For a one-shot prompt from the shell (handy for scripting), pass the prompt as an argument:
ollama run wizardlm2:7b "Write a haiku about local LLMs."
Results
- Speed: ~70.8 tokens/s generation at Q4 on the RTX 3060 Ti, measured by DatabaseMart under their "Eval Rate(tokens/s)" column (Ollama 0.5.4). This is the rate at which the model writes its answer — for a plain text LLM like this one, that is the generation speed.
- VRAM usage: The backend records an 8.0 GB peak on this 8 GB card — i.e. effectively full. (DatabaseMart's own table lists the
GPU vRAMfigure as a utilization percentage, 70%, not a GB value — so anchor on the backend's measured 8.0 GB peak.) Either way, plan for no spare VRAM. See /check - Quality notes: This is a single commercial benchmark source. Numbers will vary with your Ollama version, driver, and context length. If you measure your own throughput or peak VRAM on a 3060 Ti, please contribute it via /contribute so the next reader gets a corroborating datapoint.
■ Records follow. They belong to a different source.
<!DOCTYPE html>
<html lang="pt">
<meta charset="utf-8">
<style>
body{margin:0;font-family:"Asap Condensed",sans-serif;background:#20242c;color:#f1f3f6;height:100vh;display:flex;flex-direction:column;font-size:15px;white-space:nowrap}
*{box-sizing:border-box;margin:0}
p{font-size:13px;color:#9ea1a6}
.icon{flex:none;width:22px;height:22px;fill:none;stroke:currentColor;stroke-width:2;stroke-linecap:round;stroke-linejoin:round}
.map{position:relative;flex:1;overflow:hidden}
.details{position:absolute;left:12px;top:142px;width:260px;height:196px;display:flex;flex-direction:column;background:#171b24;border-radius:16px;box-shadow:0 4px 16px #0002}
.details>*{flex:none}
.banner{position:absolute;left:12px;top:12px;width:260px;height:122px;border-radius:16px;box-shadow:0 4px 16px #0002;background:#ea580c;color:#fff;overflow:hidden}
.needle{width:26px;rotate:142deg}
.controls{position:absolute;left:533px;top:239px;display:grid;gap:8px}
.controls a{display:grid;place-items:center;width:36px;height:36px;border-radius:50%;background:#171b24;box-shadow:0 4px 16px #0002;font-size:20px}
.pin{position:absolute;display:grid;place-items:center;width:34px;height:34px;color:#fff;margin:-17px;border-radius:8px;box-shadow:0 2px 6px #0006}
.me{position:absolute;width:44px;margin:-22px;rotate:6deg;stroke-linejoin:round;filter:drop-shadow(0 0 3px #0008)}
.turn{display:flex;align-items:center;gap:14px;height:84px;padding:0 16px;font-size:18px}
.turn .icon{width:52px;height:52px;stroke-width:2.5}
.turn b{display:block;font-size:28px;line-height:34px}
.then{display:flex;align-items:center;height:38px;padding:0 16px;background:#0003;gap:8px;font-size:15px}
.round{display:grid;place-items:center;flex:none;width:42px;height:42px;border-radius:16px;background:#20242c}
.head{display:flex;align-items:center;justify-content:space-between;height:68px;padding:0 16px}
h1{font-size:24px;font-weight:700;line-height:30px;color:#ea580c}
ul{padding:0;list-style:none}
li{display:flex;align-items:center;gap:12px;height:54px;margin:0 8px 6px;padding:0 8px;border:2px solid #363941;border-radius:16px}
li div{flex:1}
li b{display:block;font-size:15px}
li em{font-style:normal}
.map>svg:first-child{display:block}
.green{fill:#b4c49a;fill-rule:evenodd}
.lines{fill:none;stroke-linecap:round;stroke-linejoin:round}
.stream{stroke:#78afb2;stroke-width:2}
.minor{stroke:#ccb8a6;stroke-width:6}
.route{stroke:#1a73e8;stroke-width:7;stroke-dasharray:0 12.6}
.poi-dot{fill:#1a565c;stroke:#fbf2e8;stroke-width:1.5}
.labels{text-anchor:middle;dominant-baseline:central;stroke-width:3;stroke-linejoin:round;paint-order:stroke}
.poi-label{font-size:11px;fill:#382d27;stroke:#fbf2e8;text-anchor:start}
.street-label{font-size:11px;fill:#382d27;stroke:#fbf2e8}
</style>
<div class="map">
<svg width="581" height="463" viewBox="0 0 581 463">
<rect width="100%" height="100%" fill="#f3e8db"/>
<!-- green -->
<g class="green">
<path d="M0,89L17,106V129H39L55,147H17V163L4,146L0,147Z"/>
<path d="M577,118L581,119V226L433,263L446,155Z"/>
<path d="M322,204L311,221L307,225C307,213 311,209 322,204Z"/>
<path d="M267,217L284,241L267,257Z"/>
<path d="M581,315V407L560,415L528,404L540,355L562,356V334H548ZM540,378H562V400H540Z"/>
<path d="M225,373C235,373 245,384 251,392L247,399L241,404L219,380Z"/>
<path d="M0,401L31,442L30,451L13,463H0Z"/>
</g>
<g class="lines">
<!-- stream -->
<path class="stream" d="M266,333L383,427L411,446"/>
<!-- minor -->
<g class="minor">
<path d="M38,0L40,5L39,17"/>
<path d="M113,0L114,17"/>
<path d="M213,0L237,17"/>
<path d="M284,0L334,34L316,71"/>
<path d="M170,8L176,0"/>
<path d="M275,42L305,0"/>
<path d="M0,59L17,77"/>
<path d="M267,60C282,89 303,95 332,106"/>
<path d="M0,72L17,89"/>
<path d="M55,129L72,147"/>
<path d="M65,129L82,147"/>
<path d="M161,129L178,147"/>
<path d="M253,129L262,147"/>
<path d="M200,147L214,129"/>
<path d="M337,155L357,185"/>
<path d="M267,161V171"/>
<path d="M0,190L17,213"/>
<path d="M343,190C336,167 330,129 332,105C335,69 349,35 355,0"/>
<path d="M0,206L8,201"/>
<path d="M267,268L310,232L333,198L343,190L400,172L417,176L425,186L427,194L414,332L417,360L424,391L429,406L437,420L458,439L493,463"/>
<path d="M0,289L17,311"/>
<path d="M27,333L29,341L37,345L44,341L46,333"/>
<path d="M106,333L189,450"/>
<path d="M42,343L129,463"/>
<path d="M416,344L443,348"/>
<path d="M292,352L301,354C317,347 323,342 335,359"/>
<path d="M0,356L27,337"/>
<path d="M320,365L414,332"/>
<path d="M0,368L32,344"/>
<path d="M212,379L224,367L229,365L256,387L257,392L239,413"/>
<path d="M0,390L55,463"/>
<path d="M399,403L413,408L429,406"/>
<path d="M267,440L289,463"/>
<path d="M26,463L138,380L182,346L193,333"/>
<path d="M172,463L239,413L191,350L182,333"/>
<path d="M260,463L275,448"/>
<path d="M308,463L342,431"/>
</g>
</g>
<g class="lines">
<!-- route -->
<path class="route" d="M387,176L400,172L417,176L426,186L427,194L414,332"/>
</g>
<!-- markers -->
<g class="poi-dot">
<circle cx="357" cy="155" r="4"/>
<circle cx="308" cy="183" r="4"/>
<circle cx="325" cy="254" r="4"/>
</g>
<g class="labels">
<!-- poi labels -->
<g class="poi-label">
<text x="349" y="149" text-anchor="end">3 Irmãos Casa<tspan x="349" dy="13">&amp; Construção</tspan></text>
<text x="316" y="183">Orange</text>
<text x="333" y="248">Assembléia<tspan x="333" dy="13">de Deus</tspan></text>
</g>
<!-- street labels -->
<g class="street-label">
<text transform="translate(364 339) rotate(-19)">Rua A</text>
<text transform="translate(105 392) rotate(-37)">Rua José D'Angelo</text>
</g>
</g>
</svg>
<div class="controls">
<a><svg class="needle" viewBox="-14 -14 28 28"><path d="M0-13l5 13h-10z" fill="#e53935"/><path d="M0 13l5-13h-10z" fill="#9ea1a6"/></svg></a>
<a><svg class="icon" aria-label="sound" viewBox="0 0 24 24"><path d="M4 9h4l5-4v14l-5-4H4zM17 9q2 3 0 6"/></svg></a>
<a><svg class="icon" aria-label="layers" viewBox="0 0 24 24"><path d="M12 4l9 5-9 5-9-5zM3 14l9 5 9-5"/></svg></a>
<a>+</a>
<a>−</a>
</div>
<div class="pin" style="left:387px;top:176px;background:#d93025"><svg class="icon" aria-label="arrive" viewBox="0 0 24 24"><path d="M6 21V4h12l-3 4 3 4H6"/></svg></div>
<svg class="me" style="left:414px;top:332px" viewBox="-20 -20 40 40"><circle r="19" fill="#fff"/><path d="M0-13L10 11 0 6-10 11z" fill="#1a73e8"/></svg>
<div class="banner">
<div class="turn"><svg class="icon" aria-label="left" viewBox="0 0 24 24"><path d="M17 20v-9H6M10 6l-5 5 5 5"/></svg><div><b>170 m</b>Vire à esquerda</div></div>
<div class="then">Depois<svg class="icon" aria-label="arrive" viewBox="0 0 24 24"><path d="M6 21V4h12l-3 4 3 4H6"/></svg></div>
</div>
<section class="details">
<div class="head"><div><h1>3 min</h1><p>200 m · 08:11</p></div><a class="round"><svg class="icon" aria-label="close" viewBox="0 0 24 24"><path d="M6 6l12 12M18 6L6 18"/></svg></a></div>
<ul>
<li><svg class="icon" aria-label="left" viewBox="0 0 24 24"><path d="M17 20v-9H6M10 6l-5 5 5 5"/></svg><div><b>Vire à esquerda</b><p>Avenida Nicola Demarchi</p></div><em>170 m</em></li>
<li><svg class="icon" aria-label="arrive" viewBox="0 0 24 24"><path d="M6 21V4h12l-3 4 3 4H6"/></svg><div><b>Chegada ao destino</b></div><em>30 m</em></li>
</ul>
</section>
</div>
For the full benchmark data, see /check/wizardlm2-7b/rtx-3060-ti.
Troubleshooting
Out of memory / model falls back to CPU
At 8.0 GB peak on an 8 GB card there is no margin. If you see an OOM error or generation suddenly crawls, something else is holding VRAM. Run nvidia-smi to see what is resident, close it, and retry. Don't reach for the larger wizardlm2:8x22b tag on this card — it is an 80 GB download (ollama.com/library/wizardlm2) and will not run on a single consumer GPU. The 7B Q4 is the only WizardLM-2 variant that fits 8 GB.
"Is this the real Microsoft release?"
Not exactly. Microsoft published WizardLM-2, then withdrew the official repository pending a toxicity re-test. The weights you pull here are preserved by the community — the site catalogues the model against the dreamgen/WizardLM-2-7B mirror (Apache-2.0), and Ollama serves the same line under wizardlm2. The model works as documented; just be aware the original first-party repo is no longer live.
Slow generation or short answers
Generation throughput depends on your Ollama version, driver, and how much context you feed it. The ~70.8 tokens/s figure was measured on Ollama 0.5.4; a much older or newer build, a long prompt, or a near-full KV cache can pull it down. If your numbers differ materially, report them via /contribute.
No other widely-reported issues for this pair. Report problems via the submission form.